Howard County public works officials are recommending that county businesses pick up the bulk of costs for a state-required recycling program through higher fees for landfill dumping.

The county has proposed increasing fees for dumping trash at the Alpha Ridge landfill up to $95 a ton to help pay for building and operating new recycling and composting centers. The dumping charge, or tipping fee, is currently $45 a ton, up from $18 in June 1989.

Tipping fees fall heaviest on businesses that rely on private haulers to collect and dispose of their garbage. Haulers who collect residential trash in the county do not have to pay the fee, said Linda Fields, manager of the county's recycling program.

Fields said the increased tipping fees also would provide an economic incentive for businesses -- who account for 60 percent of the trash dumped at the landfill -- to recycle more of their waste.

The county's business community has yet to take a position on the proposal, said Carol Baily, executive director of the Howard County Chamber of Commerce.

The proposal to increase tipping fees is outlined in a recycling plan the county sent to the state for review.

Under Maryland law, Howard County must recycle at least 20 percent of its solid waste by 1994. About 4 percent of the county's trash is recycled now through voluntary programs.

After the state reviews the report, it will be sent to the County Council for approval, Fields said.

Barry Scher, a spokesman for Giant Food and a member of the county task force that helped prepare the report, said the county's plan to increase tipping fees is similar to proposals being offered by counties around the state.

"Everybody, including the business community, has to get involved," said Scher, who called the higher fees "the penalty {businesses} pay for not recycling more."

Fields said the county hopes to exceed the state's mandate and recycle about 28 percent of its garbage by 1994. To do that, the county has proposed curbside pickup of recyclable goods for residents by October 1993. About 12,000 homes in the Columbia area already receive this service as part of a pilot project that collects plastic bottles, newspapers, cans and glass.

To sort the trash so it can be recycled, the county has proposed building a $4.2 million material recovery center.

The county also wants to build a $2.3 million center to turn leaves, brush, branches, wood and grass clippings into compost.
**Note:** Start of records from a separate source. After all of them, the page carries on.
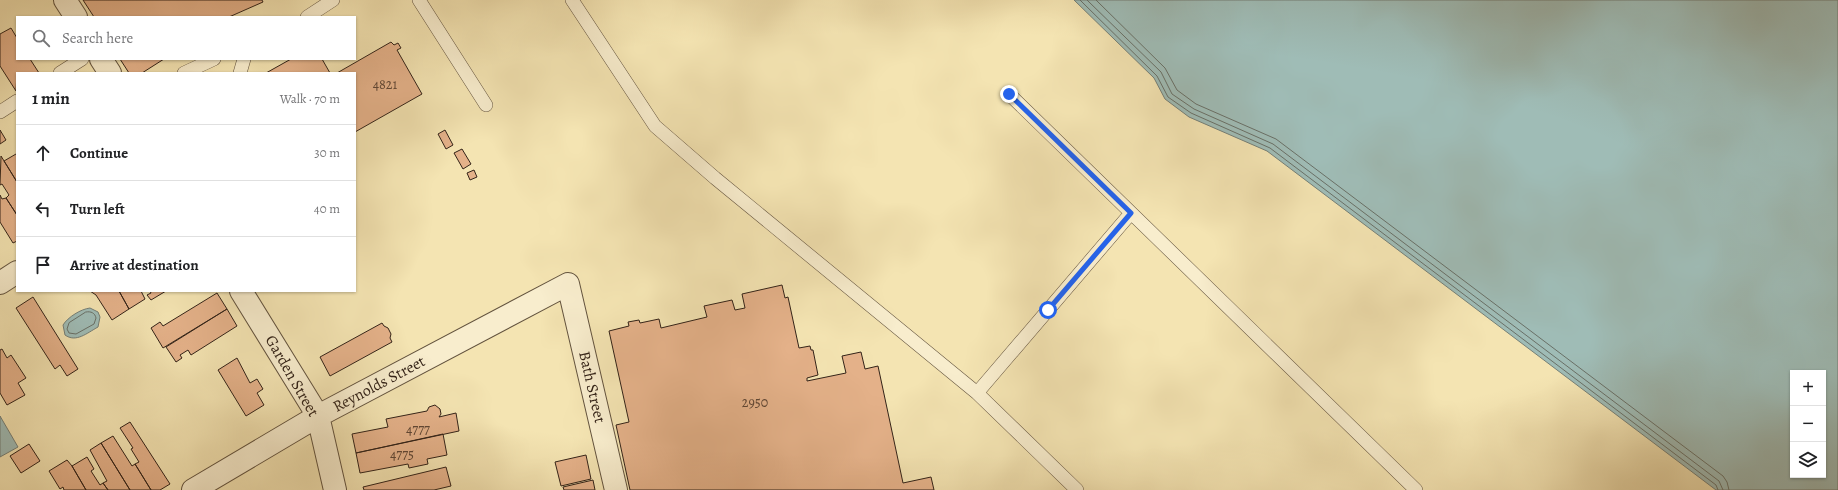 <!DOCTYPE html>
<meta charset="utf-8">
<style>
:root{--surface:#fff;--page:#f2f2f2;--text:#202124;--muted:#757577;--line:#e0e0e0}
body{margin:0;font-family:Alegreya,serif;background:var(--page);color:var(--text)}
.controls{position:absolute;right:12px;bottom:12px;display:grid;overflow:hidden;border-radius:0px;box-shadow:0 1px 3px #0004}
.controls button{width:36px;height:36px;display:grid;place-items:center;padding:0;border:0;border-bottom:1px solid var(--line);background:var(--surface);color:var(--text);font:20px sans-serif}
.stop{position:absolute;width:12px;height:12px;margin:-9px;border:3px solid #2563eb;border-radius:50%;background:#fff}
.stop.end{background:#2563eb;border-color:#fff;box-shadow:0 1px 4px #0008}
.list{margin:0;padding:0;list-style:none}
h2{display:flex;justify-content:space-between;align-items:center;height:52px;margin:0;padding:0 16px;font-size:17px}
h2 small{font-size:13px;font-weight:400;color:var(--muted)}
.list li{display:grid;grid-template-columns:26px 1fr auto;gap:12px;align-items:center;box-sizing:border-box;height:56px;padding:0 16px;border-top:1px solid var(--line)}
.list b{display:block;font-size:15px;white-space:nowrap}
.list em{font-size:13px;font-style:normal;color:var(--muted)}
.icon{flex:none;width:22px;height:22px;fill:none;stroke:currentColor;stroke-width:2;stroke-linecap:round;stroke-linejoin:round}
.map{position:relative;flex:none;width:1838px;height:490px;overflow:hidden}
.search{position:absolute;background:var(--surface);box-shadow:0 1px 3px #0004;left:16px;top:16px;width:340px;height:44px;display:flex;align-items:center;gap:10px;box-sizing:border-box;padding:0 14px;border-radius:0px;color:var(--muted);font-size:15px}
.panel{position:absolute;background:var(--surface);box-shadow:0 1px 3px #0004;left:16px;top:72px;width:340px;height:220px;border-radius:0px}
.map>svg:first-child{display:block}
.water{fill:#9fbcb6;stroke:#747f77;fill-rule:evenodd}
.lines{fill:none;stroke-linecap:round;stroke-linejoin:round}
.shore{stroke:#697067;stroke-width:1}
.building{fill:#e4b189;stroke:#332318}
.service-casing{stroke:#63533e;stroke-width:14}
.minor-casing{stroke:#63533e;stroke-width:24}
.service{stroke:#f8edcd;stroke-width:13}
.minor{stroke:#f8edcd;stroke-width:22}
.route{stroke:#2563eb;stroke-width:5}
.labels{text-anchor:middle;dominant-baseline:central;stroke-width:4;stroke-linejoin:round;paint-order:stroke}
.number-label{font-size:14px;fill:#5f4634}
.street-label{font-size:16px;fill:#332318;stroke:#f8edcd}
</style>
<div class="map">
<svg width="1838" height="490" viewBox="0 0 1838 490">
<rect width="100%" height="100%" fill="#f4e4b2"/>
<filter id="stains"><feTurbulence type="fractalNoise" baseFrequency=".005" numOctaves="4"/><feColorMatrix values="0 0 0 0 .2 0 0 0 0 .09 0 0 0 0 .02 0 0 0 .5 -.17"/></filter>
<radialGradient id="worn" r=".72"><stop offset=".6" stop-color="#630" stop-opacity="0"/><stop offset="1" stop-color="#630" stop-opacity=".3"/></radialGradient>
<!-- water -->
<path class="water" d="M1074,0h764v490h-122l-449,-339 -78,-34 -24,-18 -11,-21zM1793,373h30v102h-30z
M90,308l8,4 2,5 -2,10c-11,6 -22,16 -33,8l-2,-10c5,-8 18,-16 27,-17z
M0,416l18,31 -18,10z"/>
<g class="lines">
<!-- shore -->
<path class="shore" d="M1080,0l77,76 11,21 23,16 79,35 446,337 2,5
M1087,0l74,72 11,22 22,15 79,35 446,337 4,9
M1096,0l69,68 12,22 19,14 80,35 447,337 4,6 2,8
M86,312c5,-1 9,1 10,6l-2,6 -18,10 -7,-1 -2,-4 2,-6z"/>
</g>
<!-- building -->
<path class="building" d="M83,0h179l1,2 -34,15h-135z
M11,28l6,10v21h13l9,14h-22l-1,18 -16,-25v-32z
M391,42l3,3 4,-2 3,5 -4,2 25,44 -67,38v-59h-18z
M120,59h44l-22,14h-13z
M291,59h31l8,14h-64z
M0,130l6,10 -6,4z
M445,130l8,15 -7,4 -8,-15z
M462,149l9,15 -8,5 -9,-16z
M16,154l1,1v27l-13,-21z
M1,156l16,26v33l-11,-17 3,-3 -7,-11 -2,1z
M474,170l3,7 -7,3 -3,-7z
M0,195l2,4 4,-1 11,17v26l-4,2 -13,-21z
M782,285l3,13 3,-1 11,51 11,-2 1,4h2l5,25 -11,3v3l39,-8 -4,-17 19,-4 4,17 13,-3 25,117 28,-6 3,13h-304l-14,-65 13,-3 -20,-91 20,-5 -1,-4 11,-2 1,3 19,-4 2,9 46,-11 -3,-11 28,-6 3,10 10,-2 -3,-14z
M90,291h29l10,18 -17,11 -16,-25z
M119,291h22l4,8 -16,10z
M150,291h16l-15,9 -4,-5 4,-2z
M217,293l10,16 -64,39 -12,-20 9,-6 3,4z
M33,297l45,72 -11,7 -7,-11 -5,4 -39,-61z
M227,309l10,17 -46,29 -3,-5 -8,5 2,3 -6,4 -10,-15z
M382,323l2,3 4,2 3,6 -1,4 2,4 -62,34 -10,-19z
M2,349l5,9 4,-3 15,23 -8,5 7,12 -18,10 -7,-12v-43z
M237,358l13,25 7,-4 6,10 -6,4 7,12 -18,11 -28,-46z
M435,405l5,4 1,5 -2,3 17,-4 3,18 -103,22 -4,-19 36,-7 -2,-8 41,-8 2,-4z
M130,422l40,62 -10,6h-9l-16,-26 4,-2 -8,-13 2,-1 -13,-20z
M443,434l4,21 -20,4 1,5 -19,4 -1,-4 -48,9 -4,-20z
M113,436l19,30 3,-2 16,26h-21l-29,-47z
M101,443l29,47h-22l-5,-7 4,-2 -17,-31z
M29,444l11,17 -19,12 -11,-17z
M586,455l5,24 -30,7 -6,-24z
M87,457l7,12 -3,2 9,14 3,-2 5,7h-22l-14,-24z
M67,460l5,6 14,24h-22l-1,-3 -3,2 -11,-18z
M446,467l5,19 -17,4h-70l-1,-3z
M593,480l2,10h-31l-1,-3z"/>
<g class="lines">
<!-- service casing -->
<g class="service-casing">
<path id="service" d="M419,0l67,105
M572,0l83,126 60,52 262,215 100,97
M307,17l26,-17
M60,73l22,-14
M184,73l30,-14
M240,73l4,-14
M1009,94l407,396
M0,112l17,-11
M977,393l154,-180"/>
</g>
<!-- minor casing -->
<g class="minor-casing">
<path id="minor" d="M65,0l11,17
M101,59l9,14
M0,283l17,-11
M241,291l77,125 17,74
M193,490l125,-74 250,-132 48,206"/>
</g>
<!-- service -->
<use href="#service" class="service"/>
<!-- minor -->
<use href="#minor" class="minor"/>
</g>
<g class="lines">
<!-- route -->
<path class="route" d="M1009,94l122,119 -83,97"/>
</g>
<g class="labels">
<!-- number labels -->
<g class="number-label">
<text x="385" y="84">4821</text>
<text x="755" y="402">2950</text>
<text x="418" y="429">4777</text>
<text x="402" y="454">4775</text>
</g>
<!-- street labels -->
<g class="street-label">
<text transform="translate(292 376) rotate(60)">Garden Street</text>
<text transform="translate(379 384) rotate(-28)">Reynolds Street</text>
<text transform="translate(592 387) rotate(77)">Bath Street</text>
</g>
</g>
<rect width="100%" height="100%" filter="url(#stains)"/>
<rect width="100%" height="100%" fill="url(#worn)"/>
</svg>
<div class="controls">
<button>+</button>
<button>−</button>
<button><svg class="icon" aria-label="layers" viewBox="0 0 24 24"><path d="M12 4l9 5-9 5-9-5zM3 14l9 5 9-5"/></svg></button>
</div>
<div class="stop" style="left:1048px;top:310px"></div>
<div class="stop end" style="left:1009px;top:94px"></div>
<div class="search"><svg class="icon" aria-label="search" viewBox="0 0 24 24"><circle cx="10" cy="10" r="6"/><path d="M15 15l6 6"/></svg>Search here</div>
<section class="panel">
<h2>1 min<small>Walk · 70 m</small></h2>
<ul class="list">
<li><svg class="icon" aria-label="ahead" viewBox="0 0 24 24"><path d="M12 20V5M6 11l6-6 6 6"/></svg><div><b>Continue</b></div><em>30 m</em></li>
<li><svg class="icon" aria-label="left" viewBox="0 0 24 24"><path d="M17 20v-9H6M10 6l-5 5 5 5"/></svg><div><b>Turn left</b></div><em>40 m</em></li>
<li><svg class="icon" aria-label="arrive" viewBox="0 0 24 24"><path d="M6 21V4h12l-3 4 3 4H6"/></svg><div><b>Arrive at destination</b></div></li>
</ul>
</section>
</div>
The material recovery center would be built by October 1993 and the composting center would be in operation by April 1992, the report said. When the composting center is operating, the county would regularly collect residential yard wastes left near the curb.

Fields said the day-to-day costs of the recycling program will depend on the markets and technology available for recycling.

It currently costs the county about $75 a ton to collect and dispose of trash in the county's only landfill. It costs about $60 a ton to collect and recycle the plastics, newspapers, cans and glass that are gathered as part of the pilot project, she said.